Giacomo Luciani: "Security of oil supplies - Issues and remedies"

Sottotitolo: 
In this important essay the Author deals with the structure and the functioning of the oil market and the causes of its instability, listing a series of policies that would mitigate the instability and therefore reduce the shocks to the economy.

Up to now the books about oil and the oil industry have been based on an historical narrative, that is, they present the events from which the author gets the elements to explain the present and guess how the future will develop.  Giacomo Luciani ‘s book  “Security of Oil Supply: Issues and Remedies” (Claeys and Casteels) which is the number six of the European Energy Studies, is different. The book seems to have an objective, that to present an analysis and then advance some proposals to alleviate the great uncertainty that dominates the oil economy. The author prepared some time ago a proposal to reduce the prohibition to resale OPEC oil, which  did not obtain the consensus of the producers, but still remains an important proposal. The book   will close with recommendations on the way to reduce the great uncertainty that is typical of the oil market, and that affects negatively the oil industry.  

It concentrates on some aspects that seem to shape in a way or another both the structure and the development of the oil industry. First, it starts from the behaviour of one of the main protagonist, the Producing Countries, and considers the effects on the industry of their position and of what he calls “the resources nationalism”, the willingness to keep the resources for the advantage of the producing country, and its population, and to get maximum advantage, that is, the highest price, for the maximum length of time, from their natural resources.

Second, he considers the vulnerability of the industry from armed conflicts both between States and within States, and, third, the effects of blocking   the physical bottlenecks   defined by geography, and by the routes followed by oil transport.  Then, the book evaluates the effects of stocking oil, and finally, analyses the present oil market, and its security   implications. The book makes a detailed examination of the disruptions of oil supply, quoting a number of cases:

The “Suez Crisis”, 1957,
The “Five-Days war 1967,
The OAPEC Embargo   1974,  
The Iranian Revolution   1979,
The Iraq-Iran War   1981, 
The invasion of Kuwait from Iraq   1991, 
The Venezuelan Strike, December 2002 –March 2003,
The USA War against Iraq
And, having a different nature, the Katrina Tornado in 2005.

Of all these, only one, the Iranian Revolution in 1978-79 had relevant effects, which lasted for quite a while. The Iranian oil production was drastically reduced in order to prolong the life of the Iranian reserves and the duration of the oil income. In fact, Iranian production never   went back to the pre-revolution level, causing a   change in the world oil supply, which   lasted for some years, but by 1983 oil production had started again to grow, without any relapses.

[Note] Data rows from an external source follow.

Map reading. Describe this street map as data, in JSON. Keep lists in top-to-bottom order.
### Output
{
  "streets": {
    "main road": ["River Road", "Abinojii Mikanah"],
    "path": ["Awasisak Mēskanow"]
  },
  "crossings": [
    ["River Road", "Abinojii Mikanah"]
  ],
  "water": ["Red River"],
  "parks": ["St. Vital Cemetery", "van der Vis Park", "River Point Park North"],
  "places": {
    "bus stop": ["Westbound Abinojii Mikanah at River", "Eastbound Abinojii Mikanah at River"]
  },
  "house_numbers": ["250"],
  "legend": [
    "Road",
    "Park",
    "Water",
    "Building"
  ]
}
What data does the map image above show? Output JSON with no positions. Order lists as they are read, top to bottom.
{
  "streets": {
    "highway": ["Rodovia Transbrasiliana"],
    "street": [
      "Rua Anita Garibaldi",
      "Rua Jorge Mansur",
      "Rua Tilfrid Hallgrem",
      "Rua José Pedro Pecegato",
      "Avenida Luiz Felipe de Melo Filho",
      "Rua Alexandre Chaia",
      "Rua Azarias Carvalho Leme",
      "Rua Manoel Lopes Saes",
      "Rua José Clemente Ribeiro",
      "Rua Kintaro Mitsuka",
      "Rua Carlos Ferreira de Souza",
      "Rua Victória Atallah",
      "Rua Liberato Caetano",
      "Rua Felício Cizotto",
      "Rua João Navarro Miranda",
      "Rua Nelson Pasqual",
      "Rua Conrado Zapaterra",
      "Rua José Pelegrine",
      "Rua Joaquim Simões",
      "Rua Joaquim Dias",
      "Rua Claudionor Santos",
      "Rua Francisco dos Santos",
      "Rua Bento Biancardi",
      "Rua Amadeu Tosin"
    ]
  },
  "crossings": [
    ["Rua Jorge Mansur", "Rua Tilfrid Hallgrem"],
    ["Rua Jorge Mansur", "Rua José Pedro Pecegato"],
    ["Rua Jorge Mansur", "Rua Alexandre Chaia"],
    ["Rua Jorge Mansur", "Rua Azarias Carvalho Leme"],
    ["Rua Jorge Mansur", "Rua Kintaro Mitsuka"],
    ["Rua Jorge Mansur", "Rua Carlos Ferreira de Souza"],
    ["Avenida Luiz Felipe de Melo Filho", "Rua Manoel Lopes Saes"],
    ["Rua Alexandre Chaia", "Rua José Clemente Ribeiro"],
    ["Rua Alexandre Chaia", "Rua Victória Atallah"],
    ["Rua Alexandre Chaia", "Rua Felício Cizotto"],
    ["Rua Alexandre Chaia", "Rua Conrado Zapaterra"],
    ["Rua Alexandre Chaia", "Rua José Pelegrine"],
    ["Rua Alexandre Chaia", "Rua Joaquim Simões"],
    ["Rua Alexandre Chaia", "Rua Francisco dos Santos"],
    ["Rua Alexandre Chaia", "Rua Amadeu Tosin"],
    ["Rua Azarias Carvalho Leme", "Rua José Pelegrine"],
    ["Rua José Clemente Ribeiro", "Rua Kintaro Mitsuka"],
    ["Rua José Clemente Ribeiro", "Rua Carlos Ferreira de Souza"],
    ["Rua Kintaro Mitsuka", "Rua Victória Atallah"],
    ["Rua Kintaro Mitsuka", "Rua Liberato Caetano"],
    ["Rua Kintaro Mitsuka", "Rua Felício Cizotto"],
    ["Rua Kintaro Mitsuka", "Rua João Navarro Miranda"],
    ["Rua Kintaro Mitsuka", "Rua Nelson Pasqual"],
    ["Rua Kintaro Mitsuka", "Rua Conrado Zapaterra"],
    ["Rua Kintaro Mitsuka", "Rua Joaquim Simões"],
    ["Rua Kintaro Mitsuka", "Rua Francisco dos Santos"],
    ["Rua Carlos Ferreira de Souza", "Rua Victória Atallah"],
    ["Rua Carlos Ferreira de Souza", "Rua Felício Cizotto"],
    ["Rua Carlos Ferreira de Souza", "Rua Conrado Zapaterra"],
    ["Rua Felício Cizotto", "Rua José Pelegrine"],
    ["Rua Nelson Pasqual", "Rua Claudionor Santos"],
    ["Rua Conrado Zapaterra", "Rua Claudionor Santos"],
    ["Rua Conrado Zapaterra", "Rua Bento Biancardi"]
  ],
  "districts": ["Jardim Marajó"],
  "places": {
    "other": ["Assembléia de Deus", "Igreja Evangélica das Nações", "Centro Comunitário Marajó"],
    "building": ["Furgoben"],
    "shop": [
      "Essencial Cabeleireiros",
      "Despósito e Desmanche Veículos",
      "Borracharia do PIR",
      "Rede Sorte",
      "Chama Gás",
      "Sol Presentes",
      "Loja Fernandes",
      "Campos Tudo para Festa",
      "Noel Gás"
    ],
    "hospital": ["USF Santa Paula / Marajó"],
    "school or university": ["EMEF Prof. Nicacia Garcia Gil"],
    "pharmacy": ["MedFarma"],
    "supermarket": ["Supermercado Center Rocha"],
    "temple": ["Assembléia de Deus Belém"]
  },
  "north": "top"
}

The book concludes that ”oil and gas installation appear   to be much more resilient to armed conflict that is normally acknowledged. .... Interstate wars are a low probability event ... in contrast, civil war or violent non-state action “ are more frequent. In historical experience, civil wars have caused limited damage to existing installations....” To judge from the recent events on the between Algerian - Libyan border, such operations seem to be getting larger in men and weapons, more damaging to plants and equipment, and more important, to human life. Basically, all serious upheavals did not really disrupt   crude oil production and consumption. Then the book examines the impact on supply security, of “restriction of passage, accidents, and transportation norms.” It checks the major Oil Choke Points: The Hormuz Strait; The Malacca Strait; The Bab el Mandel Strait; The Panama Canal; The Suez Canal; The Turkish   Strait; The Baltic Sea.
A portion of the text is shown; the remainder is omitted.